» **What is needed**: Search the records for the word "lines" and pick out every line that has it.

» **Material provided**:
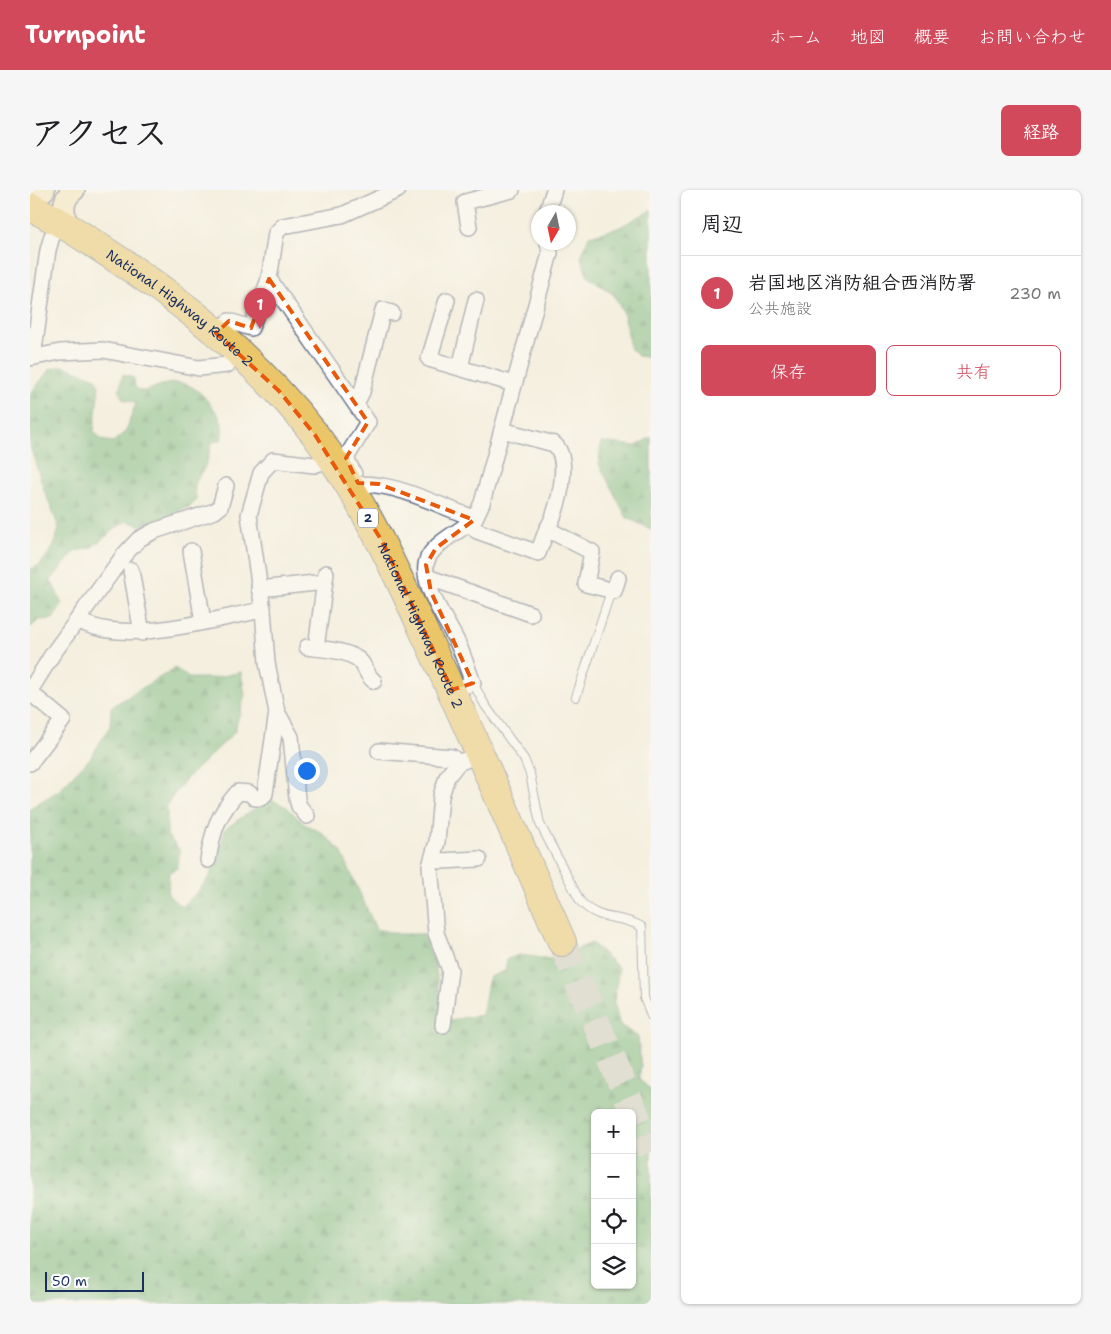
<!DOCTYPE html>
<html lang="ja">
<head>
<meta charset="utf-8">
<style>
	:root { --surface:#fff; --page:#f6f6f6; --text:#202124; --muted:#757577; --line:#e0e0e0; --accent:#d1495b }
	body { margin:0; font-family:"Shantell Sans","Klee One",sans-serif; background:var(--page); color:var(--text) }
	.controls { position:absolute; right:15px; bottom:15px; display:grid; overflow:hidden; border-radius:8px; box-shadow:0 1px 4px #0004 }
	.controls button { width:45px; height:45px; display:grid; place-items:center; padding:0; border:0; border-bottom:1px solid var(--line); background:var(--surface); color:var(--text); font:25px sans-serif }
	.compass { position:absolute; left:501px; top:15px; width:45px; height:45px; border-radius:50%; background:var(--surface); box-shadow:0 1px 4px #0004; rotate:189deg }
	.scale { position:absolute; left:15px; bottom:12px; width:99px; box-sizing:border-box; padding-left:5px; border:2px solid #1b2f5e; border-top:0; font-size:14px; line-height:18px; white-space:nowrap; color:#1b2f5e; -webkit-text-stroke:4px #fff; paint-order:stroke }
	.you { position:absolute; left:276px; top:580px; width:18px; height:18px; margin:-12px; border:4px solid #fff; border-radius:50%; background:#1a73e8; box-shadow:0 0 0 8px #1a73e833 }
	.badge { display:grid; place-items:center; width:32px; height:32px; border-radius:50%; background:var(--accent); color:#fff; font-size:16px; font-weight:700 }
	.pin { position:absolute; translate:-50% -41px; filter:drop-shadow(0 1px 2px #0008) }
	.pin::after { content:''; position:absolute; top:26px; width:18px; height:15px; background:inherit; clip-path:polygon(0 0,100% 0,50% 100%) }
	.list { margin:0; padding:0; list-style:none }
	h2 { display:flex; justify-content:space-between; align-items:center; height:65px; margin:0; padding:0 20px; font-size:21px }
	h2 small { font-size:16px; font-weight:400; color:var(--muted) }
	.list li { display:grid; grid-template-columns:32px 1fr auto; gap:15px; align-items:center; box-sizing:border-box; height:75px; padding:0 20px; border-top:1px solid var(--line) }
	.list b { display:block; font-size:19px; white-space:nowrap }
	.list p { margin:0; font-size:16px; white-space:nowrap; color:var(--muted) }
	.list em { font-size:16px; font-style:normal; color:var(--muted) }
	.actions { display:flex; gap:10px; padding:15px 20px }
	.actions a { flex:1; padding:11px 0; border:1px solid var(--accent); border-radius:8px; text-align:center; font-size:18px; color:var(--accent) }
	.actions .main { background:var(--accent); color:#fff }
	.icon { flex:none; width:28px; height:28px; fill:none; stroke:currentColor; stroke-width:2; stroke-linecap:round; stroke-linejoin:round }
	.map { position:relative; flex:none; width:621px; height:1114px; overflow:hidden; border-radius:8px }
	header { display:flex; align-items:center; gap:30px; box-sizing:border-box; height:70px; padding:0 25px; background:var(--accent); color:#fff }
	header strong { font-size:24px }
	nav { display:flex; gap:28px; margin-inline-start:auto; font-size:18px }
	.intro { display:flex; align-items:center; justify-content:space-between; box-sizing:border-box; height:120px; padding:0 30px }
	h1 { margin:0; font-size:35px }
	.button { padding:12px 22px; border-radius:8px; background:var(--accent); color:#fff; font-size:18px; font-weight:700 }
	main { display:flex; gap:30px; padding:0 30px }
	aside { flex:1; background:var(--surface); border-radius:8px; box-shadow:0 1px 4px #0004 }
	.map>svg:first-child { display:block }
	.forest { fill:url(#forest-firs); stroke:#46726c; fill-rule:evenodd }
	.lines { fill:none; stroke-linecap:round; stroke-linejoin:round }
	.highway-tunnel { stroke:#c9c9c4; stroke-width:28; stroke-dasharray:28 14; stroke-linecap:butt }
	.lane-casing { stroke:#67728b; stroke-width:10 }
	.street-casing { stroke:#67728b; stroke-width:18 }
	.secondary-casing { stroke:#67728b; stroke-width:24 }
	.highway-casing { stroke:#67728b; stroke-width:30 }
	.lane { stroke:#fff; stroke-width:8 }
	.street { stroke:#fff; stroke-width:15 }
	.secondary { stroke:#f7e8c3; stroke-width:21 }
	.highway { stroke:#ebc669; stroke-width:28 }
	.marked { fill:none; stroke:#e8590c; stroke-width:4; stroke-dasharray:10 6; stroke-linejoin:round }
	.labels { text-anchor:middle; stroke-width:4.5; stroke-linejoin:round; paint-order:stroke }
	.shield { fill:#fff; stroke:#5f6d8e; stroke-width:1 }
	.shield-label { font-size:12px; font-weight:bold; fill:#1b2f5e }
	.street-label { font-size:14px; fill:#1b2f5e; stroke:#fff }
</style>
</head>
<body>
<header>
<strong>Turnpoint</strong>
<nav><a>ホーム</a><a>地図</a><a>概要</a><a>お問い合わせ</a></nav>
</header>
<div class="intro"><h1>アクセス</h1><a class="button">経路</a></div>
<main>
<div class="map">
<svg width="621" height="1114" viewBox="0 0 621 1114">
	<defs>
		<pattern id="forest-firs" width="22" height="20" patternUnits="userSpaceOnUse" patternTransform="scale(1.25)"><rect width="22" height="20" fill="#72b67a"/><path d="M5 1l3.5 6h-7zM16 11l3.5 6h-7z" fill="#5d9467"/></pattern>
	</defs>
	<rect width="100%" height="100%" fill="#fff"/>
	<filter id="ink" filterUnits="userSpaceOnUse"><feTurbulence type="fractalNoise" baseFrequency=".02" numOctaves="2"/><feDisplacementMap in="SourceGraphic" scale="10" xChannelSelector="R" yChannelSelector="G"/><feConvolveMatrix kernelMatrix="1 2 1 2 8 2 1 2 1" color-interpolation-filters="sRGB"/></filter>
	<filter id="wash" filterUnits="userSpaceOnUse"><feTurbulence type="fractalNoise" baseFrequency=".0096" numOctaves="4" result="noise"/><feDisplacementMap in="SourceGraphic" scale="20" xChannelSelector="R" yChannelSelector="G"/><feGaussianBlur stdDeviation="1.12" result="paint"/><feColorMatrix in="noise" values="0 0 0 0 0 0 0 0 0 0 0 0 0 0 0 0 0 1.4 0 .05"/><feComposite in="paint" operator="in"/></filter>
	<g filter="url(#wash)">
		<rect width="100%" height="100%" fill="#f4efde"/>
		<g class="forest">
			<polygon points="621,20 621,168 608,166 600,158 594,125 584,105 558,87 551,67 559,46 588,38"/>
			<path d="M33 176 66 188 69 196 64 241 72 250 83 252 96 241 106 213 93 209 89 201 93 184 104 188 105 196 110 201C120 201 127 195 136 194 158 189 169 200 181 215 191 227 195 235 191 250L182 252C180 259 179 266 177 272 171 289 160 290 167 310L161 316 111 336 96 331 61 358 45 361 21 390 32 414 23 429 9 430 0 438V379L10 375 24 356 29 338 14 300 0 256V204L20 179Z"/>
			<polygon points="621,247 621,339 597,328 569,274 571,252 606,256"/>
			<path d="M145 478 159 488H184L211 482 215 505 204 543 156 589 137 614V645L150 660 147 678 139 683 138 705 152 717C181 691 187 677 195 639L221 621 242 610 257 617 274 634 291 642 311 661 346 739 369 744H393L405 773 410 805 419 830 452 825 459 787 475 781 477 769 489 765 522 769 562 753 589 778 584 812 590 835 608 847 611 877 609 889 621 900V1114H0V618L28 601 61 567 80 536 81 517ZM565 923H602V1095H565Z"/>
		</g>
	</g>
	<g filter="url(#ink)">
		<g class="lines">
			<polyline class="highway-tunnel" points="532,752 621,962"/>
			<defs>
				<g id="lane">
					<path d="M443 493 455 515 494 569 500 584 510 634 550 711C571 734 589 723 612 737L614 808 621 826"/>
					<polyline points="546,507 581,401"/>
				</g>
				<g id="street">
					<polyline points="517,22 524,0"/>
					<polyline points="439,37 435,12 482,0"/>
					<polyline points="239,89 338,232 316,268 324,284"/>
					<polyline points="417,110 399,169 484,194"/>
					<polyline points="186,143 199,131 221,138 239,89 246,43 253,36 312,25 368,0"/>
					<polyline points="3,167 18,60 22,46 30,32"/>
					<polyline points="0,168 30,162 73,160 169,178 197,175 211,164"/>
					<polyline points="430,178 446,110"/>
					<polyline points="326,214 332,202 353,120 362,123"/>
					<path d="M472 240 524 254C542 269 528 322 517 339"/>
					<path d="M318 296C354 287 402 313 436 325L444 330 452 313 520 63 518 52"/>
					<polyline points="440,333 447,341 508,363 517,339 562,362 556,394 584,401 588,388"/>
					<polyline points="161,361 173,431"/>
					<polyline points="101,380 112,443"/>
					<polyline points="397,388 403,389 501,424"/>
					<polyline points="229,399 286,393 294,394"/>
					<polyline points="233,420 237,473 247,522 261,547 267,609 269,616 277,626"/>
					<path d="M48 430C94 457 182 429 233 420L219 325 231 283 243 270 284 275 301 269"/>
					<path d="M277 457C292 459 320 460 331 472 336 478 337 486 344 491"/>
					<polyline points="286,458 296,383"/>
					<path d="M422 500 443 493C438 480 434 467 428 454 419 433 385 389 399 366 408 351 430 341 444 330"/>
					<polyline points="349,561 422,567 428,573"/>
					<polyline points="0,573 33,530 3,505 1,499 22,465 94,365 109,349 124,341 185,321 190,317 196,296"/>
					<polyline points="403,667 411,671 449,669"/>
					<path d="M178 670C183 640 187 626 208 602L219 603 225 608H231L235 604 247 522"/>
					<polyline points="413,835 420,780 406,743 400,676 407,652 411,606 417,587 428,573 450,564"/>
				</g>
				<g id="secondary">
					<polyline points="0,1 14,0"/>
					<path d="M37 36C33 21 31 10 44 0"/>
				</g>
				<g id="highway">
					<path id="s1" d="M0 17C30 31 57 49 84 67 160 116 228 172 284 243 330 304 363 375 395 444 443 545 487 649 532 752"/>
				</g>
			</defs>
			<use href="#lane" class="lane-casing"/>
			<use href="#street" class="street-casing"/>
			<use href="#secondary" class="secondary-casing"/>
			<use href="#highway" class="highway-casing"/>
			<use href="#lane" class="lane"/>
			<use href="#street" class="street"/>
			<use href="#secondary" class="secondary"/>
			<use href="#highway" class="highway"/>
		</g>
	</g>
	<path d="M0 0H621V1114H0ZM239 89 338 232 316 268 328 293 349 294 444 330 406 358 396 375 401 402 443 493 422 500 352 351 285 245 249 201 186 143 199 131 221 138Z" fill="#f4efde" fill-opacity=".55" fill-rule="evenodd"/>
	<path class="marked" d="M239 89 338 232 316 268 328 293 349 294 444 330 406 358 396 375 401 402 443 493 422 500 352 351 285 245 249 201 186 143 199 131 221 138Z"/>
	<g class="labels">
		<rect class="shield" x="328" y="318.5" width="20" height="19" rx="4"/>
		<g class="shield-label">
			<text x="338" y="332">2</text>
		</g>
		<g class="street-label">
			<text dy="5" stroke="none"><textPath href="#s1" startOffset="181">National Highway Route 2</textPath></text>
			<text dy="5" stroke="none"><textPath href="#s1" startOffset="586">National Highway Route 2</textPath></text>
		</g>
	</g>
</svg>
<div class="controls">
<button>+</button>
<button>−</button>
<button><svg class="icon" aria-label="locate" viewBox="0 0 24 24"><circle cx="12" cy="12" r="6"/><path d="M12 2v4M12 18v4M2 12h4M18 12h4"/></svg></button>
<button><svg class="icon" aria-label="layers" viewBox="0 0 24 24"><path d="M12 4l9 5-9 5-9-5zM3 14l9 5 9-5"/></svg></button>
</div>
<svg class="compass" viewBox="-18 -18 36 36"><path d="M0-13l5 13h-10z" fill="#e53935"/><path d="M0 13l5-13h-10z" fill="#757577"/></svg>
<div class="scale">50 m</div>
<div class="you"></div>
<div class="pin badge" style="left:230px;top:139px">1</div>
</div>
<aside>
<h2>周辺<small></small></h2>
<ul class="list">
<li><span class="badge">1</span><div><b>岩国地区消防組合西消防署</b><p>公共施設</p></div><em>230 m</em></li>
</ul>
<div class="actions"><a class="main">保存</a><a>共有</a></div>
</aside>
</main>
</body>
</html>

» **Result of this task**:
	.lines { fill:none; stroke-linecap:round; stroke-linejoin:round }
		<g class="lines">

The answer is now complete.